She had forbidden them to go upstairs, telling them, "I live up there! that's my room. The first man who dares put his foot there, I will split his head open with my hatchet."
And not a man dared disobey.
Those people, from the time they had set over us their governor Bismarck-Bohlen, had no doubt received orders to be careful with us, to treat us kindly, to promise us indemnities. Captain Floegel went on drinking from morning till night, from night till morning; but instead of calling us rascals, wretches! he called us "his good Germans, his dear Alsacian and Lorraine brothers," promising us all the prosperity in the world, as soon as we should have the happiness of living under the old laws of Fatherland.
They were already talking of dismissing all French school-masters, and then we began to see the abominable carelessness of our government in the matter of public education. Half of our unhappy peasants did not know a word of French: for two hundred years they had been left grovelling in ignorance!

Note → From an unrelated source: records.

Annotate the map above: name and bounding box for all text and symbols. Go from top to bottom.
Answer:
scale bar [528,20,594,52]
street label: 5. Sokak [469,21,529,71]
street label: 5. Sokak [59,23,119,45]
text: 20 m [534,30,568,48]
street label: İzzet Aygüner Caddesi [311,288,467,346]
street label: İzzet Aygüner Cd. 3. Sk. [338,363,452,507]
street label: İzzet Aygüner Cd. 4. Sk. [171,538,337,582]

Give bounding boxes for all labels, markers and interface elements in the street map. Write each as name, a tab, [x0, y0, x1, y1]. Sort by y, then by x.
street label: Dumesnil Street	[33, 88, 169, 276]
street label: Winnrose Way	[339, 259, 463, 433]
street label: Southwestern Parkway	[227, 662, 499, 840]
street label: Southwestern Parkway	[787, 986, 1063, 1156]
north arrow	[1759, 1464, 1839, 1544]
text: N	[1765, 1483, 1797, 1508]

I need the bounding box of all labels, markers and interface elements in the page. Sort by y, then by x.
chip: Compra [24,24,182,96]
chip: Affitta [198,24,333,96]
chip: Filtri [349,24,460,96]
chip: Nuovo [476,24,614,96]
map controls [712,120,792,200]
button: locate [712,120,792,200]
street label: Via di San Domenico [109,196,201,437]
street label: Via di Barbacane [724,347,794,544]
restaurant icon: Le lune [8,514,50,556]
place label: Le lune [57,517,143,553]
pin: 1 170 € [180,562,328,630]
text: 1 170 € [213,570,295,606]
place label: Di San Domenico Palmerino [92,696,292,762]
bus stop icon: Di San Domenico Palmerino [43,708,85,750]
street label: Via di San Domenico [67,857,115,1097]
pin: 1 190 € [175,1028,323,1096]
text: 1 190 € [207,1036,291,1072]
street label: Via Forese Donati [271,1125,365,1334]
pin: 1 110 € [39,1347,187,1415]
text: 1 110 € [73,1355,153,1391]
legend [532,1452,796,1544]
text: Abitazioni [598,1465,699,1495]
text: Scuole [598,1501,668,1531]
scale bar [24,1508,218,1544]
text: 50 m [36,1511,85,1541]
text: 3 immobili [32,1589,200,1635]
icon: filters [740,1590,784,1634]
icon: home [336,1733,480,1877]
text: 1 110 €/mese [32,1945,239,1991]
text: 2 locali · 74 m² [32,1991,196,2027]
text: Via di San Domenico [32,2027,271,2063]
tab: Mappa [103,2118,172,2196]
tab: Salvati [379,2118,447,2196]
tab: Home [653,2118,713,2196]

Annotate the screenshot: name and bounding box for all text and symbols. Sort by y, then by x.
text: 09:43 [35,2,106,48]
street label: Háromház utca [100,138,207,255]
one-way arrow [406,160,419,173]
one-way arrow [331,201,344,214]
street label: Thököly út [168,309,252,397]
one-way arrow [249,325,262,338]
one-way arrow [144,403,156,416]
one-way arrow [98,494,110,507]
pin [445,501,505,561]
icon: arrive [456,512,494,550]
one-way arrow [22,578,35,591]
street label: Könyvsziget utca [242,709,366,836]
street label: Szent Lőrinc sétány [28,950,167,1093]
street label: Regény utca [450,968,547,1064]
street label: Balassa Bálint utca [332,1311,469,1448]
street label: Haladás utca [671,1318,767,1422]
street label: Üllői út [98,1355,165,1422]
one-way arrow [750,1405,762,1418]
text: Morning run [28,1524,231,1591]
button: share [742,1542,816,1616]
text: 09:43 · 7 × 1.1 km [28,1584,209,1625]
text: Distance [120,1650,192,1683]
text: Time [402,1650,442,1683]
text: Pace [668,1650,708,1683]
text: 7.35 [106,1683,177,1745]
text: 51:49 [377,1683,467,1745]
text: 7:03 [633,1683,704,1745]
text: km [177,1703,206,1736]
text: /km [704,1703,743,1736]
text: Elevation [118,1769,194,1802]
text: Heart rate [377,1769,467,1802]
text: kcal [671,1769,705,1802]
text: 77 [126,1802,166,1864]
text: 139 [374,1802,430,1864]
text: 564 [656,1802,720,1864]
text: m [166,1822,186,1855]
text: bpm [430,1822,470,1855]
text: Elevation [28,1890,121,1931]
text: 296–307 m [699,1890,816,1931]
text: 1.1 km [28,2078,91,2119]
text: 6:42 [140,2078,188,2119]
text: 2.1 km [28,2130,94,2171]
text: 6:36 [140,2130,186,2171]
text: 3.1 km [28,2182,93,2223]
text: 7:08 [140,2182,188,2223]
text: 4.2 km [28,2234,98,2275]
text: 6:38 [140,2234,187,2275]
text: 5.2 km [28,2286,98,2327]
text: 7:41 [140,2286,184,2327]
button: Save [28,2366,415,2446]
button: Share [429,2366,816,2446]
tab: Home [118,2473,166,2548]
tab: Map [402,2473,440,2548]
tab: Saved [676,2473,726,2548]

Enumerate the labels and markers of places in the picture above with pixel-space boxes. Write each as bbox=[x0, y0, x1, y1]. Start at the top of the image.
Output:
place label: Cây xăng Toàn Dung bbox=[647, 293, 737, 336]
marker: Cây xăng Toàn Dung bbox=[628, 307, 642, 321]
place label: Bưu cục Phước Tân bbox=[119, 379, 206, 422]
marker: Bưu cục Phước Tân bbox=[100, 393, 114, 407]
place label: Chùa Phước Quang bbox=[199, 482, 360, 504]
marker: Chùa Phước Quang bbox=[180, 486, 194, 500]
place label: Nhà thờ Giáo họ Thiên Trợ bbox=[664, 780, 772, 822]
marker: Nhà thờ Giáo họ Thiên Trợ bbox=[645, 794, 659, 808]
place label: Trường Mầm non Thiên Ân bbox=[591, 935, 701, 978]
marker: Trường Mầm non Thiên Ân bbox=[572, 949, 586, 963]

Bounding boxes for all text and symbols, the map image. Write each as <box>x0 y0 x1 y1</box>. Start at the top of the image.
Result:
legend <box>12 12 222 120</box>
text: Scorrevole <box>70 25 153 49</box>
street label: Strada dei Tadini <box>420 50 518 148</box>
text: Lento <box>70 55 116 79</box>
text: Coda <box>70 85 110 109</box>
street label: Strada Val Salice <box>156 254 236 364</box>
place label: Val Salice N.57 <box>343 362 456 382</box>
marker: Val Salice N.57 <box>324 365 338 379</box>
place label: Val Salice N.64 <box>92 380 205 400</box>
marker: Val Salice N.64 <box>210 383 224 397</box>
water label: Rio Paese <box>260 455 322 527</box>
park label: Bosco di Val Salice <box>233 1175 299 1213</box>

Now the Germans have laid hands upon us, and are telling them that the French are enemies of their race; that they have kept them in bondage to get all they could out of them, to live at their cost, and to use their bodies for their own protection in time of danger. Who can say it is not so? Are not all appearances against us? And if the Germans bestow on the peasants the education which all our governments have denied them, will not these people have reason to attach themselves to their new country?
The Germans having altered their bearing toward us, and seeking to win us over, lodged in our houses. They were Landwehr, who thought only of their wives and children, wishing for the end of the war, and much fearing the appearance of the francs-tireurs.
The arrival of Garibaldi in the Vosges with his two sons was announced, and often George, pointing from his door at the summit of the Donon and the Schneeberg, already white with snow, would say: "There is fighting going on down there! Ah, Christian, if we were young again, what a fine blow we might deliver in our mountain passes!"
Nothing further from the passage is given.